I am not a huge fan of snow. Sure, as a kid I got pretty excited about it because of school being cancelled and because I live in The South where snow is a novelty. As a healthcare worker I learned to resent it a little because snow days didn’t apply to me, they just made the commute more treacherous. With the most recent two weekends of snow though, I’m learning to appreciate it again.
I walked outside a few nights ago with big flakes coming down, and until then I’d never appreciated the magic of snow falling before. There’s something about the sound of snow falling, or rather the absence of sound. It’s a heavy silence, almost holy and reverent, as if all of creation is holding its breath. Like living in a pregnant pause. There was no breeze, no tap of sleet or ice mixed in, just the gentle descent of nearly weightless flakes landing on every exposed surface.

Standing there that night, I was captivated by how peaceful it felt to witness what was happening. Every particle falling from the sky seemed so tiny and insignificant, yet the world was transformed by them. I had this overwhelming urge to find a fresh, untouched spot and lay down on my back watching the greens and browns and grays of nature morph into white, my eyes wide open, my arms stretched wide. In general, I tend to find life overwhelming and anxiety-inducing, and my thoughts are always racing with endless worst-case scenarios. My mind constantly scrambles to unravel all the what ifs and contingency plans to figure out a means of control, but watching the snow fall, there was only stillness.
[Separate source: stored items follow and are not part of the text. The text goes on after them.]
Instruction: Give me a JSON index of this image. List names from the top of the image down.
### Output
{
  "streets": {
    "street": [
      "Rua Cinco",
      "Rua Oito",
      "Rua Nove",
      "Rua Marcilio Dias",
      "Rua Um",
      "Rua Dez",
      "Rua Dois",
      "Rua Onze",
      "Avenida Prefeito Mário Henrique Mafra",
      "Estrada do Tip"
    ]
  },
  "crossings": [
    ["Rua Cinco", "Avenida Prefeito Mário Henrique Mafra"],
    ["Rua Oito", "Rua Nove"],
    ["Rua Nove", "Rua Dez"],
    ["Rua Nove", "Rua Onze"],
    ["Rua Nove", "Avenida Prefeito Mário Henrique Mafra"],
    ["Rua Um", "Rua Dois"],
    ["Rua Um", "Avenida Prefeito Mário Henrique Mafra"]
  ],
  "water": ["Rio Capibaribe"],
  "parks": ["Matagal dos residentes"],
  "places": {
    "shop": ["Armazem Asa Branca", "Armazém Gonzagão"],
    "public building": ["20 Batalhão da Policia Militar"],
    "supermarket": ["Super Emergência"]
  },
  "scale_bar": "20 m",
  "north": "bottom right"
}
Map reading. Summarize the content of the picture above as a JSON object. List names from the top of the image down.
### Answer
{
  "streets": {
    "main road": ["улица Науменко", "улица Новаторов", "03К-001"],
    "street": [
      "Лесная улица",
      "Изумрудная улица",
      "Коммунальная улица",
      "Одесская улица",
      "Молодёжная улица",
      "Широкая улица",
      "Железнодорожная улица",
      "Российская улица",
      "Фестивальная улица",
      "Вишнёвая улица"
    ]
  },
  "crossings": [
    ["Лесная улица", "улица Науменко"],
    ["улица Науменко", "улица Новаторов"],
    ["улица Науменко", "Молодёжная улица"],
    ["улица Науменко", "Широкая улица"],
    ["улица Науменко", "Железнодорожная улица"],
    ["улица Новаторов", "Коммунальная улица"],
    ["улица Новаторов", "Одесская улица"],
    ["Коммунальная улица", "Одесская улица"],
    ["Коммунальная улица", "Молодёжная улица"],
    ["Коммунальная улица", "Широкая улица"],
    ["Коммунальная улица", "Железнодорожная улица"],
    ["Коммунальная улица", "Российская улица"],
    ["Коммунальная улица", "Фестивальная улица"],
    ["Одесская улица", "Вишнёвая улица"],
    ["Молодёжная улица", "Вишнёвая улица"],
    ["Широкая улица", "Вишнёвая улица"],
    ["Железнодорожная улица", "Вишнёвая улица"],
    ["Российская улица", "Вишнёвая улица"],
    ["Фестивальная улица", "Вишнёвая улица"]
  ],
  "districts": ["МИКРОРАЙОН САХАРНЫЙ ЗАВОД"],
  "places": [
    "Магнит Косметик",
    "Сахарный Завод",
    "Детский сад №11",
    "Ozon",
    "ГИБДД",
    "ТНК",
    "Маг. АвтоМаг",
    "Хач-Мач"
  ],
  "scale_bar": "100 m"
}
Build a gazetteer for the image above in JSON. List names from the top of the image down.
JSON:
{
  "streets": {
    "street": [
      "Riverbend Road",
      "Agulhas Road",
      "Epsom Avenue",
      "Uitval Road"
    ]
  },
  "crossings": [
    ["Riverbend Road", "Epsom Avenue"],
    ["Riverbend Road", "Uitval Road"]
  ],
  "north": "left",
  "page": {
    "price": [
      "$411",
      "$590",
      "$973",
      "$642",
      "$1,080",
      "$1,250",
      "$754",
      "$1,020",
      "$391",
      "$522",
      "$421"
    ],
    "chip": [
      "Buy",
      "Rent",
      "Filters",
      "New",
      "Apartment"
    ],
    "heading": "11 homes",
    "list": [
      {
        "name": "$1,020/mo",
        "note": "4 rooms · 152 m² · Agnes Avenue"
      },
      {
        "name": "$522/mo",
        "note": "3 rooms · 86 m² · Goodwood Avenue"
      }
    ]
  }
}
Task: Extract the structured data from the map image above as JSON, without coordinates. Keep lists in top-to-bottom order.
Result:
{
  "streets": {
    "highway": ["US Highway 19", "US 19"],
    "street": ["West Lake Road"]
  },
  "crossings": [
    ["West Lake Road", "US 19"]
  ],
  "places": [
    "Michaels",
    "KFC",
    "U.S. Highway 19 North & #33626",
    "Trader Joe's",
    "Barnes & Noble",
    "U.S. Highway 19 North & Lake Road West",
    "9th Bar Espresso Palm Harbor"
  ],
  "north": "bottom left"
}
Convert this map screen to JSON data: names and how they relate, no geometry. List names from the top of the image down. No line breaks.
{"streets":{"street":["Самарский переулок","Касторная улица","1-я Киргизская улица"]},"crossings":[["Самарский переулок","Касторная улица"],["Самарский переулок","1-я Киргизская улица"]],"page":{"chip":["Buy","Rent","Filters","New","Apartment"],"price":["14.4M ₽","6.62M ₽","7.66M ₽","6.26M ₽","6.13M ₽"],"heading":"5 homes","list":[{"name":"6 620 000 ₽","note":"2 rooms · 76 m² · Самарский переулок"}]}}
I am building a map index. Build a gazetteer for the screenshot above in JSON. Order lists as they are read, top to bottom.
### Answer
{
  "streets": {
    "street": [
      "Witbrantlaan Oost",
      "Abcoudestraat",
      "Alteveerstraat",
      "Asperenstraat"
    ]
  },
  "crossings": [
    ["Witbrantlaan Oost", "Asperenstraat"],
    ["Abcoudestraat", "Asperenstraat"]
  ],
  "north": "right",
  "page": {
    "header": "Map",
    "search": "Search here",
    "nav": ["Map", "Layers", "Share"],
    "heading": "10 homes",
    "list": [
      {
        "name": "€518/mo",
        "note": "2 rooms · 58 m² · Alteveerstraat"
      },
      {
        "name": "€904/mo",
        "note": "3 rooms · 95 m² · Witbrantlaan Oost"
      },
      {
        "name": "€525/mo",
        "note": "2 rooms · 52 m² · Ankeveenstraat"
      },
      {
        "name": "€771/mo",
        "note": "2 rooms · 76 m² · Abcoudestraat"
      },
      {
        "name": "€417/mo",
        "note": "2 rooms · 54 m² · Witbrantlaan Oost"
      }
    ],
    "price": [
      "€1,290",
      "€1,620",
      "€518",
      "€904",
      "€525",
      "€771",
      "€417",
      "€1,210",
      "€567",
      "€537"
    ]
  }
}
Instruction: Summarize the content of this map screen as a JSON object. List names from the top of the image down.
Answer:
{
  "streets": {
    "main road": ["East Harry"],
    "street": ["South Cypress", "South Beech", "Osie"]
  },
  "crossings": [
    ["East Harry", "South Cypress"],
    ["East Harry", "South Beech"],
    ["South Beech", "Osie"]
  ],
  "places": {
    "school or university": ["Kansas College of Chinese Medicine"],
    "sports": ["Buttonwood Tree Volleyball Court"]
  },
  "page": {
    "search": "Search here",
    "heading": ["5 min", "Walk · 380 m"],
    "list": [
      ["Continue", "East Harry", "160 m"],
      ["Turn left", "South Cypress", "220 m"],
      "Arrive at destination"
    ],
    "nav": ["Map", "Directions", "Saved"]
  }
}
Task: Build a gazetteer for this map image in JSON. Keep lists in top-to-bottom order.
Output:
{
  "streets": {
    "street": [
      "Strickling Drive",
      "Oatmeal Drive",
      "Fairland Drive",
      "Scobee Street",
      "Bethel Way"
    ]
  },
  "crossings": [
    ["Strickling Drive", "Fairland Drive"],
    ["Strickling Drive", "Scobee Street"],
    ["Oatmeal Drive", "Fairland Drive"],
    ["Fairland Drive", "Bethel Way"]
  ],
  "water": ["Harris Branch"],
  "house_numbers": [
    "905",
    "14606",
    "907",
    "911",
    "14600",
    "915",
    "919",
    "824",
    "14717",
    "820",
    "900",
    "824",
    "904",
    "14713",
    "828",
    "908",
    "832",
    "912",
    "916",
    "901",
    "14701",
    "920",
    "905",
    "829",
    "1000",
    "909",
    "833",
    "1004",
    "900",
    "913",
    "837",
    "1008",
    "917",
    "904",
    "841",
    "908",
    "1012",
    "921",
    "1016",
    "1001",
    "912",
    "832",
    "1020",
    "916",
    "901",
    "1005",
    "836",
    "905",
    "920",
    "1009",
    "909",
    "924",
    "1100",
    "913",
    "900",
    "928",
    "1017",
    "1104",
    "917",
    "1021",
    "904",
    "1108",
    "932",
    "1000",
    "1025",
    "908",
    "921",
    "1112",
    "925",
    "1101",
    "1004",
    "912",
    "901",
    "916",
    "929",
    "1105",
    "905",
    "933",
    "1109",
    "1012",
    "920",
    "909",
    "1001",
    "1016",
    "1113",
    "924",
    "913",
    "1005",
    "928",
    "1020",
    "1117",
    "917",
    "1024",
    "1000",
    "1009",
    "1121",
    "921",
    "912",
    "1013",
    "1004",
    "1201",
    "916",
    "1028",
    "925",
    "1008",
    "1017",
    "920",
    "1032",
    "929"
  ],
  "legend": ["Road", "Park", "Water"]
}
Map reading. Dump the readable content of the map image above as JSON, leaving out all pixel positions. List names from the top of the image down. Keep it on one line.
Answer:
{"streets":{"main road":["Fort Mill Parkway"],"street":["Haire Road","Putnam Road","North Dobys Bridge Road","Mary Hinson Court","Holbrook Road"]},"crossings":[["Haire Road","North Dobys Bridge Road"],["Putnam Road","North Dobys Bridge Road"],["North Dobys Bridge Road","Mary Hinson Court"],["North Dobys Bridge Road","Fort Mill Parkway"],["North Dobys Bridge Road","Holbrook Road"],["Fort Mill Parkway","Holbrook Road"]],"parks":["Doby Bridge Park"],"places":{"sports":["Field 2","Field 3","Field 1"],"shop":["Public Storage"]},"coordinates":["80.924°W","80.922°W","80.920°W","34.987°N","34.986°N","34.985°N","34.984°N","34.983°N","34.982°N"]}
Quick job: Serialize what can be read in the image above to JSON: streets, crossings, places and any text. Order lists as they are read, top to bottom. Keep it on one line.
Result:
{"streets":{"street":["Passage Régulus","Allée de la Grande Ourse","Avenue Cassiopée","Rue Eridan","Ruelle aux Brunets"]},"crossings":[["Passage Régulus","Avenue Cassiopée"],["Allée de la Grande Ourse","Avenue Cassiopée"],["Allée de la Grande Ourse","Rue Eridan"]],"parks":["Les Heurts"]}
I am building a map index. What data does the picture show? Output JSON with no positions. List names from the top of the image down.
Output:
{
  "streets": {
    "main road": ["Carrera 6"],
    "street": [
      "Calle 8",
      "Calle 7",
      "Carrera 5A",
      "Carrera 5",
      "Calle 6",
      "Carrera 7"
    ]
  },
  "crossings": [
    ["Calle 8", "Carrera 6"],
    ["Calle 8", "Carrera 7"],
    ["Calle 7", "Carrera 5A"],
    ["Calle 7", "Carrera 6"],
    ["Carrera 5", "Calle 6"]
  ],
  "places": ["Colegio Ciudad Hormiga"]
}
I wondered at how many times in my life I’ve woken up in the morning to see piles of snow and thought it was beautiful and enjoyed making snow cream or going sledding or watching the kids play until their fingers and toes were numb and their cheeks were red and their smiles wide, and never thought about the process. How each flake builds on another to change the world as we know it from ordinary to ethereal. How I focus so much on results but so little on process. And I wondered how much different my life might be if I could just stop striving for results so much and just appreciate the process.
“Purge me with hyssop, and I will be clean,” the Psalmist writes, “Wash me, and I will be whiter than snow.” That’s what I was thinking about as I stood in the silence wearing my pajamas and Ugg slippers, snow falling all around me. I thought about how all the moments in my life have been unique, tiny flakes, taken for granted, sometimes resented, sometimes celebrated, all adding up to transformation. In the day to day experience it seems like nothing is happening at all. I’m so distracted by the end result that I forget to be present and marvel at the moments as they pass.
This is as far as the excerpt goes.